▶ _INFORMATION GIVEN_

· · · · ·

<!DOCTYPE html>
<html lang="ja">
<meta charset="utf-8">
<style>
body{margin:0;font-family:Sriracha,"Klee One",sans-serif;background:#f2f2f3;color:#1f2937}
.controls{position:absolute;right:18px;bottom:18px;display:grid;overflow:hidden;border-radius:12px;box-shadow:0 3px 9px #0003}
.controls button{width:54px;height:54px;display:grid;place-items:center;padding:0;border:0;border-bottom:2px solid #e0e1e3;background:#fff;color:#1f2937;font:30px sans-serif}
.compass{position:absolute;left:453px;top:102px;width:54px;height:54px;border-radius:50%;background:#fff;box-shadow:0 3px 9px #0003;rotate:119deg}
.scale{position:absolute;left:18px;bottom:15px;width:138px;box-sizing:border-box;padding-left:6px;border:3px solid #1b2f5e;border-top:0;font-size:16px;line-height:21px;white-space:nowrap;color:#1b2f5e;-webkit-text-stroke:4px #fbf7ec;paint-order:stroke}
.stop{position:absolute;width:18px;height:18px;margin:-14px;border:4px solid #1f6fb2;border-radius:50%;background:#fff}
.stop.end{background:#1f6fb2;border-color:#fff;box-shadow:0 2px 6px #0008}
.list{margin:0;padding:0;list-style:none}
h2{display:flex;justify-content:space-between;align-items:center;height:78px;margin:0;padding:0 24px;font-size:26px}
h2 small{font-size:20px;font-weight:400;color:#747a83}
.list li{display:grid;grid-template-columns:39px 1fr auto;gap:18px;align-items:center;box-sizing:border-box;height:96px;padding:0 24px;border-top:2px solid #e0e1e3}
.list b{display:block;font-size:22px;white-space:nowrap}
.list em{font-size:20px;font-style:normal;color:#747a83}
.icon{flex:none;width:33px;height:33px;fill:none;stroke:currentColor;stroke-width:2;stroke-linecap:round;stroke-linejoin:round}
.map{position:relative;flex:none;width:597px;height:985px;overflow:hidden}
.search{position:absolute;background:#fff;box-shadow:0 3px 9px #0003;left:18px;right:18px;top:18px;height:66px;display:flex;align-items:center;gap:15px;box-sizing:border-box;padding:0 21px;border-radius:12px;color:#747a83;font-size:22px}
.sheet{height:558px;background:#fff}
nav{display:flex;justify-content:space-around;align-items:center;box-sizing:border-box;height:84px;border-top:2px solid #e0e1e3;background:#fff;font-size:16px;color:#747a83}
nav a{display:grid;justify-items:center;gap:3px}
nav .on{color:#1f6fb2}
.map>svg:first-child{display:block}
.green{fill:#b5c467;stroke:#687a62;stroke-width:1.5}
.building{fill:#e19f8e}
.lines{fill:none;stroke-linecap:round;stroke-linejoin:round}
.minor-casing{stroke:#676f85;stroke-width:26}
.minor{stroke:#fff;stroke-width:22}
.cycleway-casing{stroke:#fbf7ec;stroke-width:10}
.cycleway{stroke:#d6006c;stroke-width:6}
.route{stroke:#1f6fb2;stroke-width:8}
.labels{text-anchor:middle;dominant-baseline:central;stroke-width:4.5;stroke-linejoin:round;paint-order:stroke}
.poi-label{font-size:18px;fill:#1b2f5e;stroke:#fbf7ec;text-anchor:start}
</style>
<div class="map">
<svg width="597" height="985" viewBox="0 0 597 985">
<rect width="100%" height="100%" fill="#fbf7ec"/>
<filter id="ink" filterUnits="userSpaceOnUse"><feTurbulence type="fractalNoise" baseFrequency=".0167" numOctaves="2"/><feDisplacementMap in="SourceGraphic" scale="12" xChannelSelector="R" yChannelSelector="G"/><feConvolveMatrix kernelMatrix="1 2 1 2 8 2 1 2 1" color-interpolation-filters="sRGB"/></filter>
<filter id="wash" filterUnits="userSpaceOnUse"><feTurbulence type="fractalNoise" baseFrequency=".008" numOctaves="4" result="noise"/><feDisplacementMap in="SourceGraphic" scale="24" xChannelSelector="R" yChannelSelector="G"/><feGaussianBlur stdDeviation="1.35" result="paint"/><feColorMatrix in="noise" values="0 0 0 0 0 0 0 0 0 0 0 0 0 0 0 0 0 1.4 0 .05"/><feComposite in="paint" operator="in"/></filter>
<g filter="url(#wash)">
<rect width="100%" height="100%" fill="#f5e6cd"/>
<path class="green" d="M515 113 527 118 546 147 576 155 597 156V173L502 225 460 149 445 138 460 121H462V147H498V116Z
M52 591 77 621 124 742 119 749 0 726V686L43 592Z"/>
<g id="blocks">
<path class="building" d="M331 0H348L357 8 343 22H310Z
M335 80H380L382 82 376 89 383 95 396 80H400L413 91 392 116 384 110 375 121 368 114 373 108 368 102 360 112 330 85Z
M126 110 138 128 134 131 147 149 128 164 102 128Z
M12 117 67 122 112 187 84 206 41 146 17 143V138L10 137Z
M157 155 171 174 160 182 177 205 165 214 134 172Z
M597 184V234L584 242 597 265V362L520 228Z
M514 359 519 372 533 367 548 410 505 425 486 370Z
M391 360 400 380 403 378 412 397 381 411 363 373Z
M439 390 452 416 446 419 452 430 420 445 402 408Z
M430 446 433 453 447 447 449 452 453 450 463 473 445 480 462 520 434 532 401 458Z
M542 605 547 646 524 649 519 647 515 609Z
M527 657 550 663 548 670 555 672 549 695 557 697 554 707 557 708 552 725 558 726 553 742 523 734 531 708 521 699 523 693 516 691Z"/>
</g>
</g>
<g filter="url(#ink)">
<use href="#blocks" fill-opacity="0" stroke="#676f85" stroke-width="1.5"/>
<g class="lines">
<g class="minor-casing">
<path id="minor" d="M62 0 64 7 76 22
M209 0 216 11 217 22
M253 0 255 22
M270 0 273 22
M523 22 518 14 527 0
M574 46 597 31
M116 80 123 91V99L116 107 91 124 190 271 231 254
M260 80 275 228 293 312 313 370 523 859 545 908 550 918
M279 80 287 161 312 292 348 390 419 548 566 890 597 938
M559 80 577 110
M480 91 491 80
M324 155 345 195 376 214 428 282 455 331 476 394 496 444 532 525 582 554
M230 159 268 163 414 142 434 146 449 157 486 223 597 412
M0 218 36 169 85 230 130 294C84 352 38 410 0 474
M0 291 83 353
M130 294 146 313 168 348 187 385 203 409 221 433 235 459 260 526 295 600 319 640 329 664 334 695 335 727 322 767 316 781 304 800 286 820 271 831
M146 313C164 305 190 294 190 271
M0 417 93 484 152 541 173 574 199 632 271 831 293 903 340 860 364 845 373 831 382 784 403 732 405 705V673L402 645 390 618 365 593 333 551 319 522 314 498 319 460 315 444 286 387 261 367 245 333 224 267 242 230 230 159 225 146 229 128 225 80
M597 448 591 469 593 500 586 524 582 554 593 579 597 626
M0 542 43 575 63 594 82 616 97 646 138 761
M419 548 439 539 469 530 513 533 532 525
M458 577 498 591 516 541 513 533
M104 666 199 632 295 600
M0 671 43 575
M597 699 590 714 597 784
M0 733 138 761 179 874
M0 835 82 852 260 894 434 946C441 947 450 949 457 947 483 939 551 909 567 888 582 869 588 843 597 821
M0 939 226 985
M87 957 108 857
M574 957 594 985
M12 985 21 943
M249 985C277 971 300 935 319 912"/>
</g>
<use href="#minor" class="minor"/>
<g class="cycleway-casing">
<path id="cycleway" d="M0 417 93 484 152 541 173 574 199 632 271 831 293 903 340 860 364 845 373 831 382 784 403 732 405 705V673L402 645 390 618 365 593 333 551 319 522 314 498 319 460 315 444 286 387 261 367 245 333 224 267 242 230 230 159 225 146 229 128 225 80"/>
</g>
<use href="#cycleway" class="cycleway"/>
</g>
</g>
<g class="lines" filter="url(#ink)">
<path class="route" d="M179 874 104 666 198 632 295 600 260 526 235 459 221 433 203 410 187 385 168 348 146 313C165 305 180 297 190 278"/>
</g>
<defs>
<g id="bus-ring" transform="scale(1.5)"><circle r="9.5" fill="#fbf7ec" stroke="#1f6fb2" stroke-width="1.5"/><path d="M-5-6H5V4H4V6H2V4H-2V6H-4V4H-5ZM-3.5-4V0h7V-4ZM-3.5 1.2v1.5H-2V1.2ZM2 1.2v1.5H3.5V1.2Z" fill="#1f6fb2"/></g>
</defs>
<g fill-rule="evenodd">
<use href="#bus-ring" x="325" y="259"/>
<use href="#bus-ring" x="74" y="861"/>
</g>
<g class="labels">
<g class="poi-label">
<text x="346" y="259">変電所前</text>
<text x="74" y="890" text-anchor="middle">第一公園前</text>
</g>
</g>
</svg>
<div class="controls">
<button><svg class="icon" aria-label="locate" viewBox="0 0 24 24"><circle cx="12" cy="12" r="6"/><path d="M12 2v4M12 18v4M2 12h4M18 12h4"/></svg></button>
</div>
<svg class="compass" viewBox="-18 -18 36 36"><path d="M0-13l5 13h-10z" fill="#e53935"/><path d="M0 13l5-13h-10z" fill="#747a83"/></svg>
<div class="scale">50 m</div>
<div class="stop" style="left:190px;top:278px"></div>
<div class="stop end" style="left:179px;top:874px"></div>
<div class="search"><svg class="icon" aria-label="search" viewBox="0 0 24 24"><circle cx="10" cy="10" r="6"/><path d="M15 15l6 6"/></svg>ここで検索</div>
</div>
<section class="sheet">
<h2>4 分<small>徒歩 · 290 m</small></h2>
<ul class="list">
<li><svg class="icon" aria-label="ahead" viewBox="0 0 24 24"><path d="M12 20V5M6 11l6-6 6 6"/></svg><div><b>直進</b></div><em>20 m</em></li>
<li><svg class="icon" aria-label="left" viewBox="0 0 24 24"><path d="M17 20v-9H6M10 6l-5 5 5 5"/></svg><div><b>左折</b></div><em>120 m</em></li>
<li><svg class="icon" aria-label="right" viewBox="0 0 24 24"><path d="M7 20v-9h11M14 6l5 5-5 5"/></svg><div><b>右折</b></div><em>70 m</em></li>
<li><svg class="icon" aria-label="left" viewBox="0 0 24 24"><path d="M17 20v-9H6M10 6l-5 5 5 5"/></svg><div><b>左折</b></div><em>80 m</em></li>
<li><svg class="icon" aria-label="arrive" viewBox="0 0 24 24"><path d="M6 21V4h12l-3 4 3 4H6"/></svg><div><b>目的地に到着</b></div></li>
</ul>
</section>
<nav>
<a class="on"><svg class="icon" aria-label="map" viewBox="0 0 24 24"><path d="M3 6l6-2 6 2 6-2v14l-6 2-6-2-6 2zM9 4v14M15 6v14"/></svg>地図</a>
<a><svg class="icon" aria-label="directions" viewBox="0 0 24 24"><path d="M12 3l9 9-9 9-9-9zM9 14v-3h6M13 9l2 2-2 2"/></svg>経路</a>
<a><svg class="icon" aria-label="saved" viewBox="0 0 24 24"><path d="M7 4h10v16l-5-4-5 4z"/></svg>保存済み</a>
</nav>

· · · · ·

▶ _HOW TO COMPLETE THIS TASK_
Throughout the material, how many lines contain the string "solid"? Answer with the number alone.

▶ _SOLUTION FOR THIS PROBLEM_
5